ARSC HPC Users' Newsletter 401, March 6, 2009

Reporting Live From The Moose Invasion

As any motorist in central Alaska can surely attest, it has never been particularly difficult to happen upon a moose in Fairbanks. But according to University of Alaska Fairbanks police, it may have recently become much easier:

"The University Police Department has had a dramatic increase in the number of nuisance moose calls on the Fairbanks campus this year and the Alaska Department of Fish and Game is reporting an increase in the Fairbanks area moose population."

Be mindful, use common sense, and do not feed the local wildlife. If you are able to tame one of these beasts, however, hitching a moose ride to work may be the greenest of all alternative energies. [Editor's Note: Hybrids are tamed by design.]

ARSC Spellers Place Third in BizBee

The 2009 ARSC "Crayons" took third place out of 26 teams in the annual Biz-Bee, a spelling-bee fund raiser for the Literacy Council of Alaska. Three familiar faces composed this year's team: HPC Systems Analyst Dale Clark, Oceanographic Specialist Kate Hedstrom, and Chief Scientist Greg Newby.

Choosing to spell "steganopodous" over "breviloquence", the Crayons fell to this formidable foe. The winning word for the evening was "foggara", a French translation of the Arabic word "qanat", which is a type of water management system that can be used for irrigation in arid climates.
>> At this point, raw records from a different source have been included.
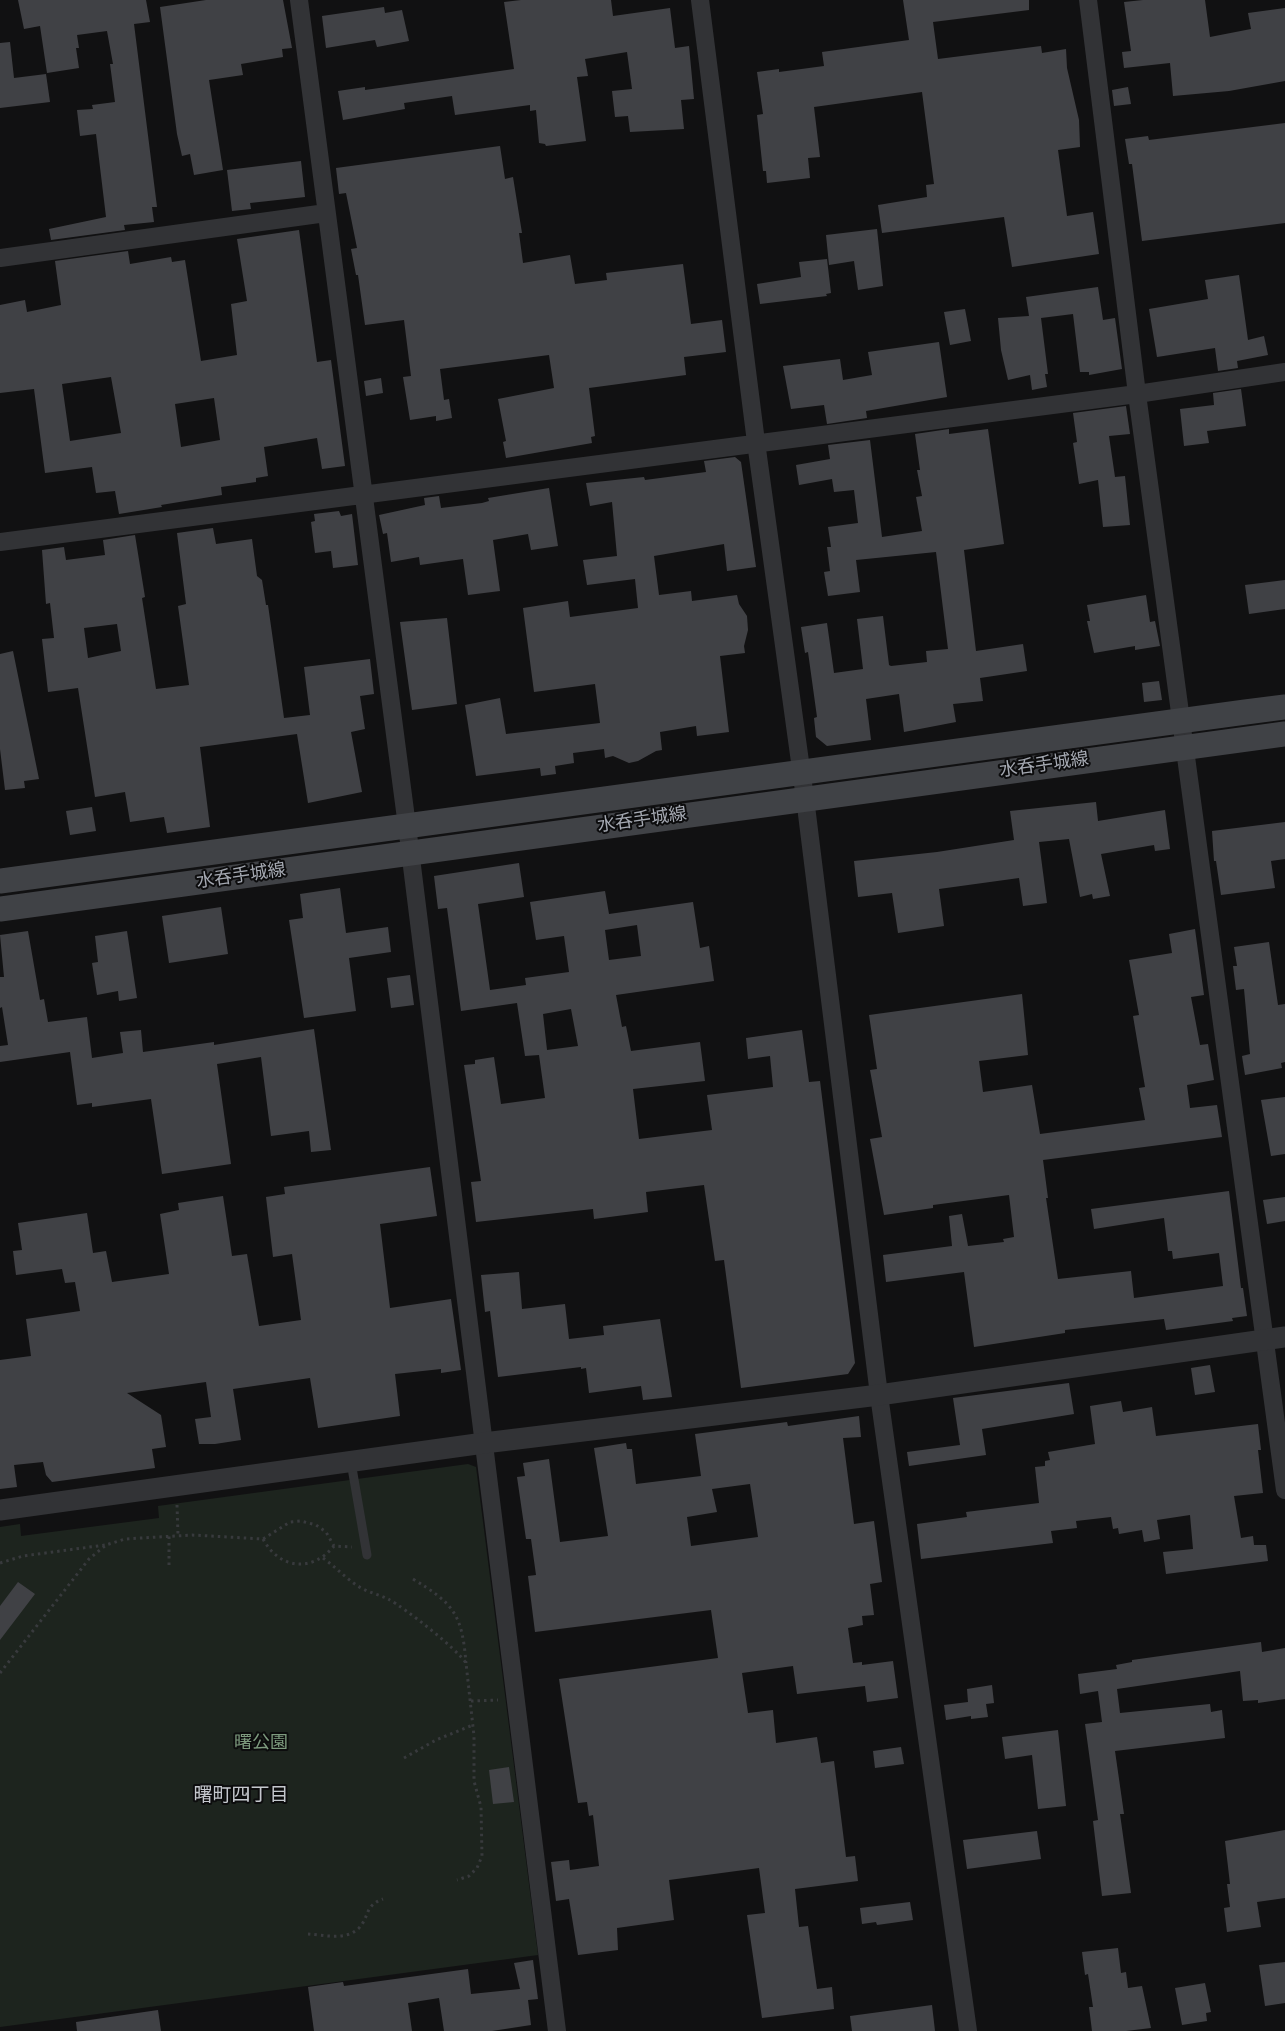 <!DOCTYPE html>
<html>
<head>
<meta charset="utf-8">
<style>
	body { margin:0 }
	canvas { display:block; background:#111112 }
</style>
</head>
<body>
<canvas width="1285" height="2031"></canvas>
<script>
const ctx = document.querySelector('canvas').getContext('2d');
ctx.lineJoin = 'round';
function paint(path, color) { ctx.fillStyle = color; ctx.fill(path, 'evenodd'); }
function stroke(path, color, width, dash) { ctx.strokeStyle = color; ctx.lineWidth = width; ctx.lineCap = dash ? 'butt' : 'round'; ctx.setLineDash(dash || []); ctx.stroke(path); }
function drawText(font, color, halo, rows, align = 'center') {
  ctx.font = font + ' "Noto Sans","Noto Sans JP",sans-serif'; ctx.lineWidth = 4; ctx.setLineDash([]); ctx.textBaseline = 'middle'; ctx.strokeStyle = halo; ctx.fillStyle = color; for (const [text, x, y, turn = 0] of rows) {
    ctx.save(); ctx.translate(x, y); ctx.rotate((+turn || 0) * Math.PI / 180); ctx.textAlign = isNaN(turn) ? turn : align; if (halo) ctx.strokeText(text, 0, 0); ctx.fillText(text, 0, 0); ctx.restore();
  }
}
const green = new Path2D(`
	M 468,1464 L 476,1467 L 538,1955 L 0,2027 L 0,1527 L 20,1524 L 21,1536 L 159,1518 L 158,1506 Z`);
const building = new Path2D(`
	M 18,0 L 146,0 L 150,22 L 134,24 L 157,207 L 152,207 L 154,222 L 124,225 L 125,230 L 51,240 L 49,229 L 106,217 L 96,134 L 80,136 L 77,110 L 93,109 L 92,105 L 115,102 L 110,64 L 113,64 L 107,31 L 77,35 L 79,48 L 76,48 L 79,68 L 47,73 L 40,26 L 24,29 Z
	M 206,0 L 283,0 L 292,48 L 282,49 L 283,57 L 241,64 L 243,75 L 209,80 L 223,170 L 194,175 L 190,154 L 182,156 L 177,134 L 160,7 Z
	M 521,0 L 611,0 L 613,16 L 670,8 L 675,48 L 689,46 L 694,99 L 681,100 L 684,129 L 630,132 L 628,116 L 615,117 L 612,91 L 632,89 L 627,52 L 585,59 L 588,76 L 577,77 L 586,141 L 546,146 L 545,144 L 539,143 L 536,110 L 530,111 L 530,105 L 455,115 L 452,96 L 404,103 L 405,109 L 343,120 L 338,91 L 365,87 L 365,90 L 514,69 L 504,2 Z
	M 903,0 L 1029,0 L 1029,10 L 933,22 L 938,59 L 1041,46 L 1042,53 L 1066,49 L 1067,68 L 1079,120 L 1080,147 L 1058,150 L 1067,216 L 1093,212 L 1099,254 L 1012,267 L 1004,217 L 882,233 L 878,205 L 927,197 L 926,185 L 934,184 L 922,92 L 814,107 L 820,157 L 808,158 L 810,178 L 767,183 L 766,171 L 763,171 L 757,115 L 763,114 L 757,72 L 779,69 L 779,72 L 824,66 L 822,52 L 909,40 Z
	M 1143,0 L 1205,0 L 1210,37 L 1251,29 L 1248,13 L 1285,8 L 1285,81 L 1229,91 L 1173,96 L 1170,63 L 1124,68 L 1122,52 L 1131,51 L 1124,2 Z
	M 384,7 L 385,13 L 402,10 L 409,41 L 377,47 L 375,40 L 326,48 L 322,16 Z
	M 10,42 L 14,78 L 46,74 L 50,102 L 0,108 L 0,43 Z
	M 1128,87 L 1131,104 L 1114,106 L 1112,90 Z
	M 1285,123 L 1285,223 L 1142,241 L 1132,164 L 1129,164 L 1125,139 L 1148,136 L 1149,140 Z
	M 500,146 L 505,179 L 513,177 L 522,233 L 519,233 L 523,263 L 570,255 L 575,284 L 607,280 L 606,273 L 683,264 L 691,324 L 722,320 L 726,352 L 684,357 L 686,375 L 589,388 L 595,436 L 591,437 L 592,443 L 506,458 L 503,442 L 506,441 L 498,399 L 554,388 L 549,355 L 440,369 L 444,400 L 449,399 L 452,418 L 436,421 L 436,416 L 410,420 L 403,377 L 411,376 L 404,320 L 365,325 L 358,275 L 356,275 L 351,249 L 357,248 L 346,193 L 339,194 L 336,168 Z
	M 301,161 L 305,197 L 250,203 L 251,209 L 232,211 L 227,170 Z
	M 877,229 L 883,286 L 858,290 L 854,261 L 829,265 L 826,235 Z
	M 299,230 L 317,362 L 331,360 L 345,466 L 322,469 L 317,438 L 264,447 L 268,476 L 256,478 L 256,482 L 221,487 L 222,495 L 161,505 L 162,507 L 119,514 L 115,491 L 96,493 L 92,467 L 45,473 L 34,389 L 0,393 L 0,305 L 25,300 L 27,312 L 61,305 L 55,261 L 128,251 L 130,264 L 171,257 L 172,262 L 185,260 L 201,361 L 237,355 L 231,304 L 247,301 L 237,239 ZM 111,377 L 121,433 L 70,441 L 62,384 ZM 214,398 L 220,440 L 181,447 L 175,404 Z
	M 827,259 L 831,293 L 826,294 L 827,296 L 760,304 L 757,284 L 801,277 L 799,262 Z
	M 1239,275 L 1248,340 L 1264,336 L 1268,355 L 1237,361 L 1238,368 L 1218,371 L 1215,348 L 1157,357 L 1149,309 L 1208,299 L 1205,280 Z
	M 1098,287 L 1103,320 L 1115,318 L 1122,369 L 1089,375 L 1089,372 L 1080,372 L 1073,314 L 1041,318 L 1048,374 L 1045,374 L 1047,387 L 1032,390 L 1030,375 L 1008,380 L 1001,350 L 998,318 L 1029,316 L 1026,297 Z
	M 965,309 L 971,341 L 950,345 L 944,312 Z
	M 939,342 L 947,397 L 866,411 L 867,418 L 827,424 L 824,405 L 791,409 L 783,366 L 840,359 L 843,380 L 872,375 L 868,352 Z
	M 381,378 L 383,393 L 366,396 L 364,381 Z
	M 1241,389 L 1246,426 L 1207,431 L 1209,443 L 1184,446 L 1180,409 L 1214,405 L 1213,393 Z
	M 1126,406 L 1130,434 L 1109,436 L 1115,477 L 1125,476 L 1130,525 L 1103,527 L 1098,480 L 1079,484 L 1073,443 L 1077,442 L 1073,413 Z
	M 949,429 L 949,434 L 988,429 L 1004,544 L 964,550 L 976,651 L 1023,644 L 1027,671 L 980,678 L 983,701 L 953,704 L 956,722 L 904,732 L 899,694 L 866,699 L 871,740 L 827,746 L 816,737 L 814,718 L 817,717 L 808,652 L 805,653 L 801,627 L 827,623 L 834,673 L 863,669 L 857,619 L 883,616 L 889,665 L 891,666 L 927,662 L 926,651 L 948,649 L 936,552 L 856,560 L 860,592 L 828,596 L 824,572 L 830,571 L 827,547 L 831,547 L 828,527 L 858,523 L 854,490 L 834,492 L 832,479 L 799,485 L 796,465 L 830,459 L 828,445 L 870,440 L 882,537 L 922,531 L 916,497 L 922,496 L 917,470 L 920,470 L 915,434 Z
	M 735,457 L 741,462 L 756,567 L 727,571 L 724,544 L 654,556 L 659,595 L 691,591 L 692,601 L 737,595 L 739,604 L 747,616 L 748,630 L 744,646 L 745,653 L 720,656 L 729,732 L 697,736 L 696,726 L 660,732 L 662,750 L 656,751 L 638,761 L 629,763 L 613,756 L 605,758 L 604,749 L 573,753 L 574,763 L 555,766 L 556,774 L 541,776 L 540,768 L 476,776 L 465,705 L 500,698 L 506,734 L 600,723 L 595,684 L 534,692 L 523,608 L 568,601 L 570,617 L 638,608 L 635,579 L 587,585 L 583,560 L 617,556 L 612,502 L 590,506 L 586,483 L 644,477 L 645,480 L 706,472 L 704,461 Z
	M 549,488 L 558,546 L 531,550 L 528,534 L 493,540 L 500,591 L 468,595 L 463,559 L 420,565 L 419,557 L 391,562 L 387,533 L 383,534 L 379,515 L 425,505 L 424,498 L 439,496 L 441,508 L 482,503 L 489,501 L 488,498 Z
	M 339,511 L 341,516 L 352,514 L 358,565 L 333,568 L 331,551 L 315,553 L 311,522 L 315,521 L 314,514 Z
	M 213,528 L 216,544 L 252,539 L 257,576 L 262,580 L 266,605 L 268,605 L 284,718 L 310,715 L 304,667 L 370,659 L 374,694 L 360,696 L 365,729 L 351,732 L 362,792 L 308,803 L 297,734 L 200,747 L 210,827 L 167,833 L 164,817 L 130,822 L 125,792 L 95,797 L 78,688 L 48,692 L 42,639 L 54,638 L 50,603 L 46,604 L 42,550 L 64,547 L 66,560 L 105,555 L 103,540 L 135,535 L 145,597 L 142,598 L 156,689 L 189,685 L 178,606 L 186,604 L 177,533 ZM 117,624 L 121,651 L 88,658 L 84,628 Z
	M 1285,580 L 1285,609 L 1249,614 L 1245,585 Z
	M 1146,595 L 1150,622 L 1155,621 L 1160,646 L 1135,650 L 1135,646 L 1094,653 L 1087,621 L 1090,621 L 1087,605 Z
	M 447,618 L 457,704 L 412,710 L 400,622 Z
	M 13,651 L 39,779 L 24,781 L 25,788 L 5,790 L 0,749 L 0,654 Z
	M 1159,681 L 1162,700 L 1144,702 L 1142,683 Z
	M 1096,802 L 1098,821 L 1165,810 L 1170,849 L 1155,851 L 1154,845 L 1101,854 L 1110,896 L 1093,899 L 1092,894 L 1080,897 L 1069,839 L 1039,842 L 1047,903 L 1023,906 L 1019,878 L 939,889 L 944,926 L 898,933 L 892,893 L 858,897 L 854,861 L 937,852 L 1014,840 L 1010,811 Z
	M 92,807 L 96,831 L 70,835 L 66,811 Z
	M 1285,822 L 1285,859 L 1271,861 L 1275,888 L 1221,895 L 1216,861 L 1214,861 L 1212,831 Z
	M 519,863 L 524,897 L 478,904 L 490,990 L 526,985 L 525,978 L 569,972 L 564,936 L 536,940 L 530,902 L 605,891 L 609,914 L 693,902 L 700,948 L 709,946 L 714,981 L 616,995 L 622,1027 L 626,1026 L 631,1051 L 700,1042 L 705,1081 L 633,1089 L 639,1139 L 712,1130 L 707,1095 L 773,1087 L 770,1056 L 748,1059 L 746,1038 L 802,1030 L 809,1082 L 820,1081 L 855,1363 L 848,1374 L 741,1388 L 724,1260 L 715,1261 L 704,1185 L 646,1192 L 648,1212 L 594,1219 L 593,1209 L 476,1222 L 471,1182 L 481,1181 L 464,1065 L 475,1064 L 475,1060 L 494,1057 L 501,1104 L 545,1098 L 539,1055 L 525,1056 L 517,1003 L 461,1011 L 447,908 L 438,909 L 434,876 ZM 637,925 L 641,956 L 609,960 L 605,930 ZM 571,1009 L 578,1046 L 547,1050 L 543,1014 Z
	M 340,888 L 346,933 L 388,927 L 391,952 L 349,958 L 356,1011 L 304,1018 L 289,920 L 303,918 L 300,894 Z
	M 221,907 L 228,954 L 169,963 L 162,916 Z
	M 1195,929 L 1204,995 L 1191,997 L 1200,1045 L 1208,1044 L 1214,1080 L 1187,1085 L 1190,1108 L 1217,1105 L 1222,1137 L 1043,1160 L 1048,1198 L 1046,1198 L 1058,1279 L 1131,1271 L 1134,1298 L 1223,1286 L 1219,1253 L 1173,1259 L 1172,1251 L 1168,1251 L 1164,1218 L 1094,1229 L 1091,1209 L 1229,1191 L 1241,1288 L 1243,1288 L 1247,1316 L 1232,1318 L 1233,1321 L 1166,1330 L 1164,1319 L 1065,1330 L 1065,1333 L 974,1347 L 964,1272 L 886,1282 L 883,1255 L 952,1246 L 949,1216 L 962,1214 L 968,1246 L 1004,1242 L 1003,1239 L 1014,1237 L 1009,1195 L 933,1205 L 933,1208 L 884,1215 L 870,1139 L 882,1137 L 870,1070 L 877,1069 L 869,1015 L 1022,994 L 1028,1055 L 979,1061 L 983,1092 L 1032,1085 L 1040,1134 L 1145,1120 L 1139,1088 L 1145,1087 L 1133,1016 L 1139,1015 L 1129,960 L 1172,953 L 1169,934 Z
	M 28,931 L 40,1000 L 44,999 L 48,1022 L 87,1017 L 92,1058 L 123,1053 L 120,1032 L 141,1030 L 143,1052 L 214,1042 L 214,1045 L 314,1029 L 331,1150 L 311,1152 L 309,1131 L 271,1136 L 261,1057 L 217,1064 L 231,1164 L 162,1174 L 151,1099 L 92,1107 L 92,1103 L 77,1105 L 70,1052 L 0,1062 L 0,1046 L 8,1045 L 2,1007 L 0,1008 L 0,977 L 4,977 L 0,935 Z
	M 127,931 L 137,998 L 119,1001 L 118,991 L 97,995 L 92,963 L 98,962 L 95,936 Z
	M 1269,942 L 1278,1005 L 1285,1004 L 1285,1062 L 1281,1063 L 1282,1068 L 1245,1075 L 1242,1056 L 1250,1054 L 1244,989 L 1236,990 L 1233,966 L 1237,966 L 1234,947 Z
	M 410,975 L 414,1005 L 391,1008 L 387,978 Z
	M 1285,1097 L 1285,1154 L 1271,1156 L 1261,1100 Z
	M 430,1167 L 437,1216 L 380,1224 L 390,1308 L 451,1299 L 461,1370 L 441,1373 L 441,1369 L 395,1374 L 400,1416 L 318,1428 L 310,1378 L 233,1389 L 241,1440 L 215,1444 L 199,1444 L 195,1419 L 211,1417 L 206,1382 L 127,1393 L 161,1415 L 166,1447 L 152,1449 L 155,1468 L 52,1482 L 46,1475 L 43,1462 L 14,1465 L 17,1487 L 0,1489 L 0,1360 L 31,1356 L 26,1319 L 80,1311 L 75,1282 L 65,1283 L 62,1269 L 16,1275 L 13,1251 L 22,1250 L 18,1223 L 87,1213 L 93,1253 L 106,1251 L 112,1282 L 169,1274 L 160,1214 L 179,1210 L 178,1203 L 223,1196 L 232,1256 L 247,1254 L 259,1326 L 301,1320 L 292,1254 L 273,1257 L 266,1197 L 285,1194 L 284,1187 Z
	M 1285,1197 L 1285,1221 L 1267,1224 L 1263,1200 Z
	M 519,1272 L 522,1309 L 565,1304 L 569,1339 L 604,1335 L 603,1326 L 660,1319 L 672,1397 L 643,1400 L 641,1386 L 589,1393 L 586,1368 L 581,1369 L 581,1367 L 498,1377 L 490,1311 L 485,1312 L 481,1275 Z
	M 1210,1365 L 1215,1392 L 1195,1395 L 1191,1368 Z
	M 1069,1383 L 1074,1414 L 982,1429 L 986,1455 L 909,1466 L 907,1452 L 960,1445 L 953,1398 Z
	M 1121,1401 L 1123,1412 L 1152,1407 L 1156,1436 L 1258,1424 L 1261,1450 L 1258,1450 L 1263,1493 L 1234,1496 L 1241,1538 L 1253,1536 L 1254,1545 L 1266,1545 L 1268,1561 L 1166,1574 L 1163,1552 L 1193,1549 L 1190,1515 L 1157,1520 L 1160,1539 L 1144,1542 L 1142,1530 L 1119,1534 L 1118,1528 L 1113,1529 L 1111,1517 L 1076,1521 L 1077,1528 L 1051,1531 L 1053,1543 L 921,1559 L 917,1524 L 967,1517 L 966,1512 L 1039,1503 L 1035,1467 L 1045,1466 L 1045,1461 L 1050,1460 L 1048,1452 L 1095,1444 L 1090,1406 Z
	M 859,1416 L 861,1437 L 843,1438 L 854,1524 L 874,1521 L 882,1582 L 870,1584 L 874,1615 L 862,1616 L 863,1625 L 848,1628 L 853,1663 L 862,1662 L 862,1665 L 893,1661 L 898,1698 L 867,1702 L 865,1686 L 797,1694 L 793,1666 L 742,1673 L 748,1713 L 773,1710 L 776,1743 L 817,1737 L 821,1763 L 834,1761 L 846,1857 L 855,1856 L 858,1881 L 795,1889 L 799,1927 L 808,1926 L 817,1989 L 832,1987 L 834,2009 L 762,2018 L 747,1915 L 765,1913 L 759,1868 L 669,1880 L 674,1920 L 617,1928 L 618,1950 L 578,1955 L 569,1899 L 556,1901 L 551,1862 L 569,1860 L 570,1870 L 599,1866 L 593,1815 L 589,1816 L 587,1802 L 578,1803 L 559,1679 L 718,1658 L 711,1610 L 535,1632 L 528,1576 L 536,1575 L 531,1539 L 526,1539 L 517,1477 L 525,1476 L 523,1463 L 549,1459 L 560,1542 L 608,1536 L 594,1448 L 626,1443 L 627,1449 L 632,1449 L 636,1484 L 701,1476 L 695,1434 L 787,1422 L 788,1426 ZM 750,1484 L 758,1537 L 691,1546 L 687,1517 L 717,1512 L 712,1489 Z
	M 18,1582 L 35,1594 L 0,1640 L 0,1606 Z
	M 1261,1642 L 1262,1652 L 1285,1648 L 1285,1699 L 1258,1703 L 1258,1700 L 1243,1701 L 1240,1671 L 1117,1689 L 1120,1713 L 1210,1704 L 1211,1712 L 1222,1710 L 1225,1738 L 1115,1751 L 1124,1814 L 1120,1814 L 1131,1893 L 1102,1896 L 1093,1821 L 1098,1820 L 1085,1724 L 1102,1722 L 1098,1691 L 1080,1694 L 1078,1674 L 1117,1669 L 1116,1665 L 1132,1662 L 1132,1660 Z
	M 992,1685 L 994,1703 L 986,1704 L 988,1717 L 971,1719 L 971,1716 L 946,1720 L 944,1705 L 968,1702 L 967,1689 Z
	M 1058,1730 L 1066,1806 L 1038,1809 L 1032,1755 L 1005,1759 L 1002,1737 Z
	M 901,1747 L 904,1764 L 875,1768 L 873,1751 Z
	M 509,1767 L 514,1802 L 493,1804 L 489,1770 Z
	M 1285,1830 L 1285,1898 L 1257,1902 L 1261,1927 L 1227,1932 L 1224,1908 L 1230,1907 L 1227,1884 L 1230,1884 L 1225,1841 Z
	M 1037,1831 L 1041,1859 L 967,1869 L 963,1840 Z
	M 910,1902 L 913,1920 L 877,1925 L 876,1922 L 862,1924 L 860,1908 Z
	M 1118,1948 L 1121,1973 L 1126,1972 L 1128,1988 L 1142,1986 L 1151,2028 L 1126,2031 L 1092,2031 L 1089,2007 L 1093,2007 L 1088,1974 L 1085,1975 L 1082,1952 Z
	M 533,1960 L 538,1999 L 528,2000 L 531,2025 L 492,2031 L 444,2031 L 439,1998 L 408,2003 L 412,2031 L 314,2031 L 308,1987 L 343,1982 L 344,1986 L 468,1969 L 471,1994 L 520,1989 L 514,1963 Z
	M 1285,1962 L 1285,2003 L 1265,2006 L 1259,1965 Z
	M 1205,1983 L 1211,2012 L 1206,2013 L 1207,2021 L 1182,2025 L 1175,1988 Z
	M 932,2005 L 935,2031 L 852,2031 L 850,2016 Z
	M 158,2010 L 161,2031 L 77,2031 L 76,2022 Z`);
const path = new Path2D(`
	M 177,1505 L 178,1535
	M 263,1539 C 279,1569 312,1573 334,1546
	M 323,1558 C 337,1568 348,1581 363,1589 C 371,1593 380,1595 388,1599 C 405,1608 456,1648 466,1663 L 474,1736 L 474,1781 L 481,1807 L 482,1856 L 477,1868 L 469,1876 L 457,1880
	M 0,1563 L 23,1556 L 105,1545
	M 169,1565 L 169,1535
	M 413,1579 C 454,1604 462,1614 466,1663
	M 0,1673 L 89,1559 L 106,1545 L 125,1539 L 192,1535 L 263,1539 L 290,1522 L 301,1521 L 316,1525 L 326,1532 L 334,1546 L 352,1547
	M 471,1701 L 498,1700
	M 404,1758 L 436,1740 L 473,1725
	M 308,1934 C 324,1935 346,1941 359,1928 C 370,1916 364,1906 383,1899`);
const service = new Path2D(`
	M 351,1462 L 367,1555`);
const minor = new Path2D(`
	M 299,0 L 407,826 L 557,2031
	M 700,0 L 756,442 L 805,798 L 879,1395 L 968,2031
	M 1088,0 L 1137,394 L 1285,1490
	M 0,258 L 326,213
	M 0,542 L 1137,394 L 1285,372`);
const tertiary = new Path2D(`
	M 0,1510 L 484,1443 L 879,1395 L 1285,1337`);
const secondary = new Path2D(`
	M 0,881 C 428,823 856,761 1285,707
	M 0,909 L 1285,734`);
const streetNames = [
	["水呑手城線",1044,765,-8],
	["水呑手城線",642,820,-8],
	["水呑手城線",241,876,-8]
];
const parkNames = [
	["曙公園",261,1743]
];
const neighbourhoodNames = [
	["曙町四丁目",241,1796]
];
paint(green, '#1d241e');
paint(building, '#404145');
stroke(path, '#383a3d', 3, [2.5, 4]);
stroke(service, '#323336', 9);
stroke(minor, '#323336', 18);
stroke(tertiary, '#323336', 21);
stroke(secondary, '#404246', 25);
drawText('18px', '#a4a8b1', '#0c0c0d', streetNames);
drawText('18px', '#7d9a7e', '#0c0c0d', parkNames);
drawText('19px', '#c4c7cd', '#0c0c0d', neighbourhoodNames);
</script>
</body>
</html>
Other words that made appearances throughout the night were:


didactic
hartebeest
cuchifrito
nidificate

Congratulations, Crayons, for another great performance!

Valgrind's Cachegrind Profiler Tool

[ By Craig Stephenson ]

Previously, in newsletter 398, I covered the usage of Valgrind's Memcheck tool to catch unintended memory operations and memory leaks.

/arsc/support/news/hpcnews/hpcnews398/index.xml#article3

Memcheck is only one of the tools provided by Valgrind. In this article, I will discuss the basics of Valgrind's Cachegrind profiler tool.

Simply put, Cachegrind analyzes an executable's low-level instruction and data operations. It reports the total number of assembly instructions and memory reads in addition to the number of cache misses along the way. This information is critical to the performance-minded, as reducing the number of cache misses can equate to substantial improvements in speed. Cachegrind can generate reports as a summary of the entire program, per function, or line-by-line.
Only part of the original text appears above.